The Old “Kaisersteg” is an elegant, slender pedestrian bridge with an innovative, doubly statically indeterminate structure. Modern calculation methods enabled a safe, long-span design on extremely slim piers, combining aesthetics and engineering excellence.

1897 – 1898

The Old Kaisersteg is completed in just two years. With its elegantly curved and slender iron structure, the bridge is considered a symbol of technical progress and the industrial spirit of optimism in Berlin shortly before 1900 due to its innovative design.

86 m

In contrast to the original proposal of a five-span arch bridge with a main span of 65 meters, engineer Müller-Breslau designs a lightweight three-span bridge with a main span of 86 meters, supported by two extremely slender piers positioned at the quarter points of the Spree River.

Graphic Statics

The bridge is designed as a beam bridge with a central hinge and integrated arch – a structurally indeterminate system that was innovative at the time. Compared to the Gerber beam system commonly used for similar bridges up to that point, the bridge is more complicated to calculate. Such a design can only be calculated and thus realized using the newly emerging method of Graphic Statics – a scale-based, graphic approach to structural analysis.

3 Years

On April 22 1945, the Old “Kaisersteg” was blown up by SS units in an attempt to stop the advance of Allied forces. Even three years later, remnants of the bridge were still obstructing river traffic. At the time, there were no scrapyards capable of storing the large amounts of iron debris.
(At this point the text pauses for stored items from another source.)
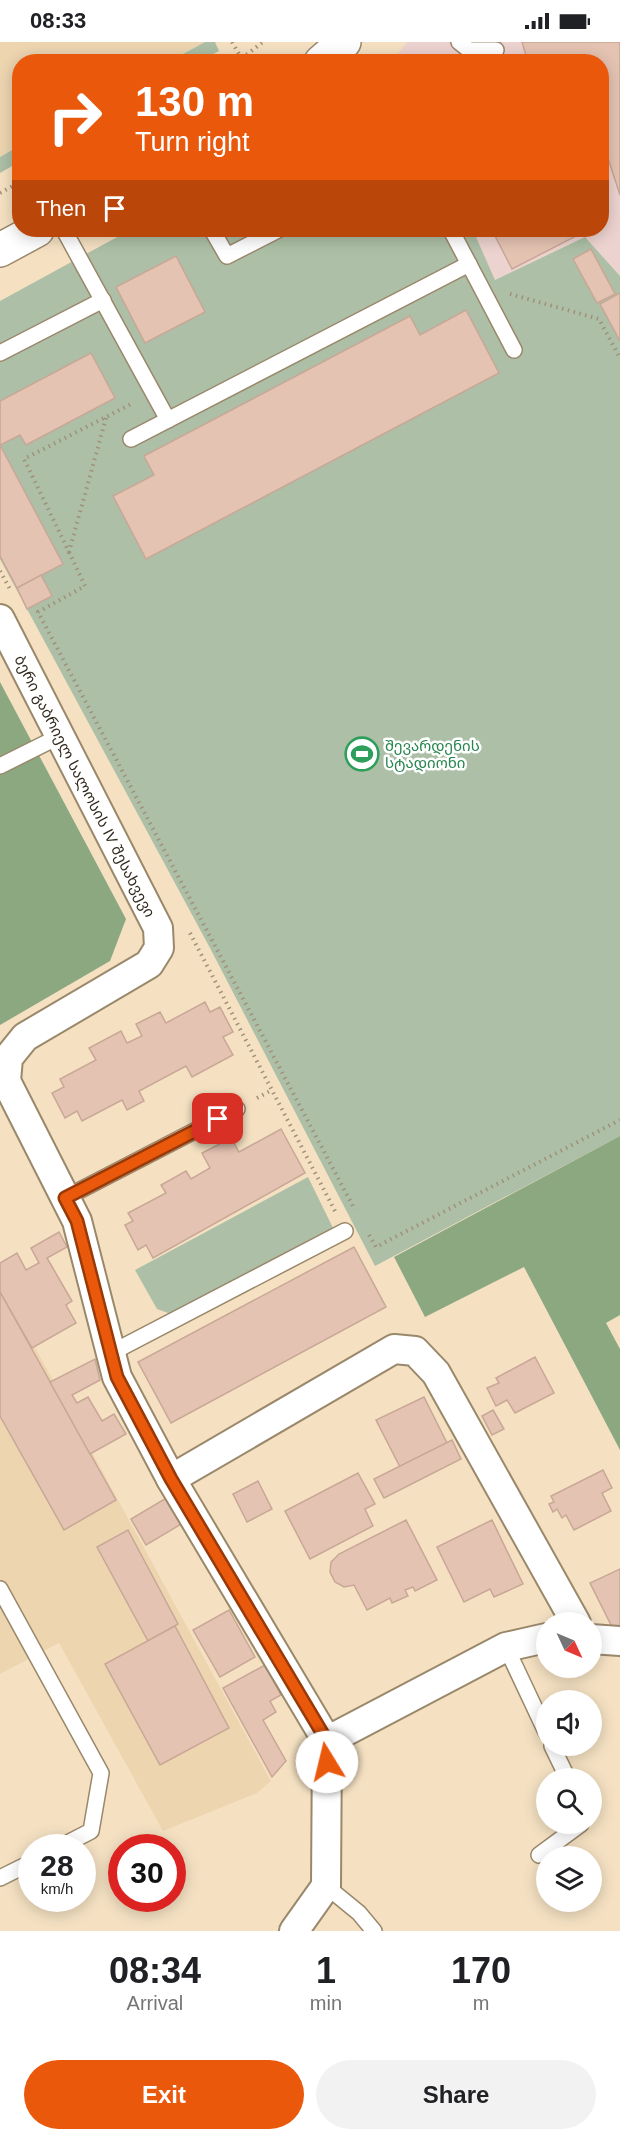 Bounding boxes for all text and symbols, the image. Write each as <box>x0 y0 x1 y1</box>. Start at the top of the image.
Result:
text: 08:33 <box>30 8 86 33</box>
icon: right <box>36 78 114 156</box>
text: 130 m <box>135 78 254 125</box>
text: Turn right <box>135 127 250 157</box>
icon: arrive <box>98 192 131 225</box>
text: Then <box>36 196 86 221</box>
street label: ბერი გაბრიელ სალოსის IV შესახვევი <box>10 652 159 920</box>
sports icon: შევარდენის სტადიონი <box>344 736 380 772</box>
place label: შევარდენის სტადიონი <box>385 737 480 772</box>
pin <box>192 1093 243 1144</box>
icon: arrive <box>201 1102 234 1135</box>
north arrow <box>536 1612 602 1678</box>
map controls <box>536 1612 602 1912</box>
button: sound <box>536 1690 602 1756</box>
position arrow <box>295 1730 359 1794</box>
button: search <box>536 1768 602 1834</box>
speed limit sign: 30 <box>108 1834 186 1912</box>
button: layers <box>536 1846 602 1912</box>
text: 28 <box>40 1849 74 1882</box>
text: km/h <box>41 1880 73 1897</box>
text: 08:34 <box>109 1950 201 1991</box>
text: 1 <box>316 1950 336 1991</box>
text: 170 <box>451 1950 511 1991</box>
text: Arrival <box>127 1992 183 2014</box>
text: min <box>310 1992 342 2014</box>
text: m <box>473 1992 489 2014</box>
button: Exit <box>24 2060 304 2129</box>
button: Share <box>316 2060 596 2129</box>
The Old “Kaisersteg” is an elegant, slender pedestrian bridge with an innovative, doubly statically indeterminate structure. Modern calculation methods enabled a safe, long-span design on extremely slim piers, combining aesthetics and engineering excellence.

The Old Kaisersteg

yr 1898-1945

  • Historical Background
  • History of use
  • Ownership History
  • Architectural Features
  • The Old “Kaisersteg” is built in 1898 as a pedestrian bridge over the River Spree, connecting the rapidly growing industrial districts of Niederschöneweide and Oberschöneweide. Initiated by the Allgemeine Elektricitäts-Gesellschaft (AEG) and the Wilhelminenhof Land Development Company, the bridge symbolizes Berlin’s rapid transformation into an industrial metropolis. Named after Kaiser Wilhelm I, it represents both technological progress and monarchical prestige.
  • Originally built as a pedestrian bridge, the Old “Kaisersteg” primarily connects workers’ residential areas with the AEG industrial facilities in Oberschöneweide. In 1945, it is destroyed during World War II and not rebuilt afterwards. A modern replacement is constructed in 2007.
  • The Old “Kaisersteg” is jointly financed and constructed by the Wilhelminenhof Land Development Company and AEG. In November 1898, it is transferred into municipal ownership. Today, its successor structure is public infrastructure owned by the City of Berlin.
  • The Old “Kaisersteg” is a slender iron structure with a main span of 86 meters, which was unusually large and elegant for its time. With its small number of pillars and high clearance height, the bridge design specifically considers the requirements of shipping. The clear lines combine the course of a catenary curve with that of an arch, making it an innovative and unique structure in both technical and design terms.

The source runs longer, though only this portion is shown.